The name Rohan itself is of Noldorin origin, a translation of the native Lograd (sc. Eo-marc 'the Horse-maik' or 'Borderland of the Horsemen'). Its strictly correct form was Rochann, but the form Rohan represents the actual pronunciation of Gondor, in which medial ch was colloquially weakened to h.

$56. This translation had a disadvantage which I did not foresee. The 'linguistic notes' on the origin of peculiar Hobbit words had also to be 'translated'. I have already alluded to the translation of the actual relation of Rohan cugbagu and Shire cubuc into an imagined one of holbytla and hobbit. Other examples are these (cf. [$24]): Stoor in relation to a Northern word meaning 'big' (cf. Scandinavian stor- 'big') is a translation of actual Hobbit tung (40) in relation to a similar word in Dale.

Supposed Hobbit mathom in relation to Rohan (that is Old English) mathum is a translation of actual Hobbit cast (older castu) compared with Rohan castu.

$57. Similarly, Rohan smygel, actually an Old English word for a burrow, related to a Northern stem smug / smeag (smaug),(41) here represents the genuine Rohan trahan related to Hobbit tran. From smygel I have derived an imaginary modern smile (or smial) having a similar relation to the older form.

Smeagol and Deagol are thus Old English equivalents for actual Trahand and Nuhund 'apt to creep into a hole' and 'apt to hide, secretive' respectively. (Smaug, the Dragon's name, is a representation in similar terms, in this case of a more Scandinavian character, of the Dale name Tragu, which was probably related to the trah- stem in the Mark and Shire.)
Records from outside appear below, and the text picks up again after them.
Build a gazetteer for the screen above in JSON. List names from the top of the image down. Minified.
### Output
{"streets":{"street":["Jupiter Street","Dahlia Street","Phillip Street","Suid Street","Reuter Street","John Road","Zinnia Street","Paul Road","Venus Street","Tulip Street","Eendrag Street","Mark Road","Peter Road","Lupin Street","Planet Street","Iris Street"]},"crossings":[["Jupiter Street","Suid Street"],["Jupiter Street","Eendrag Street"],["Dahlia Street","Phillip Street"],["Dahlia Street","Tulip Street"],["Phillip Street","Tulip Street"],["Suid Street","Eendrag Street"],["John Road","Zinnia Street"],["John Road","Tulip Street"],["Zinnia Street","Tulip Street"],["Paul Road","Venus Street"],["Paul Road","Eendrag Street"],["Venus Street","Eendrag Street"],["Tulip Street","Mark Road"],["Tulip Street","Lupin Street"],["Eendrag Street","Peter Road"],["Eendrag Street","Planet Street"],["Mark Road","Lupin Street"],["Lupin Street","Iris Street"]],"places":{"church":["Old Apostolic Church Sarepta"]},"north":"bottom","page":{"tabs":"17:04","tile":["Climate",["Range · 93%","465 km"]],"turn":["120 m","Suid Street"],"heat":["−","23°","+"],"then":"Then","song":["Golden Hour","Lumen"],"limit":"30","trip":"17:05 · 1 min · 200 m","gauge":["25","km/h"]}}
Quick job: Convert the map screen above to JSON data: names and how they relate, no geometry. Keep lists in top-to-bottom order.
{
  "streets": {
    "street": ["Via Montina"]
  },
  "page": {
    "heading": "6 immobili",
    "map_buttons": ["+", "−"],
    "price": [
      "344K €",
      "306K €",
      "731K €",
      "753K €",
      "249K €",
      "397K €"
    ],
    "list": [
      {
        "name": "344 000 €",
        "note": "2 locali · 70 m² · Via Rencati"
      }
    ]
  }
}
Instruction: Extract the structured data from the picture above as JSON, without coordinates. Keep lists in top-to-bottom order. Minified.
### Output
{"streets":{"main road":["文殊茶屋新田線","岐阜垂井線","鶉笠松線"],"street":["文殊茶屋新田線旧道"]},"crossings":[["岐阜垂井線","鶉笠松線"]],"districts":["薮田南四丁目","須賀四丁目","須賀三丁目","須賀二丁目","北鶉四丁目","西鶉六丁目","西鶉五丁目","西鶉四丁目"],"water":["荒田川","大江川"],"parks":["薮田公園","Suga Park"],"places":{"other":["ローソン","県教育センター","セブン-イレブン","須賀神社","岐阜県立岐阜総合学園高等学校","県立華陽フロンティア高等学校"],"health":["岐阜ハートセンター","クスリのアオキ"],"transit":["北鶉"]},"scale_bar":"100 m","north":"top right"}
$58. Note. In cases where 'folk-etymology' has operated to alter older (Elvish) names into the appearance of names in the C.S. special difficulty may be met, since it is unlikely that suitable words will be found in modern English that will at once translate the C.S. name and yet also have some similarity in sound to the Elvish name. The chief example is that of the River Baranduin, the ancient boundary eastward of the Shire. This is an Elvish name composed of baran 'golden-brown' and duin

'(large) river'. But it was by the Hobbits picturesquely perverted into Branduhim, signifying in their tongue 'foaming beer'

(brand(u) 'foam'; him(a) 'beer'). I have imitated this by calling the river the Brandywine, similar in sound and a very possible

'corruption' of Baranduin, although the sense is not very closely similar. (There is, in fact, no evidence for the distillation of brandy in the Shire.)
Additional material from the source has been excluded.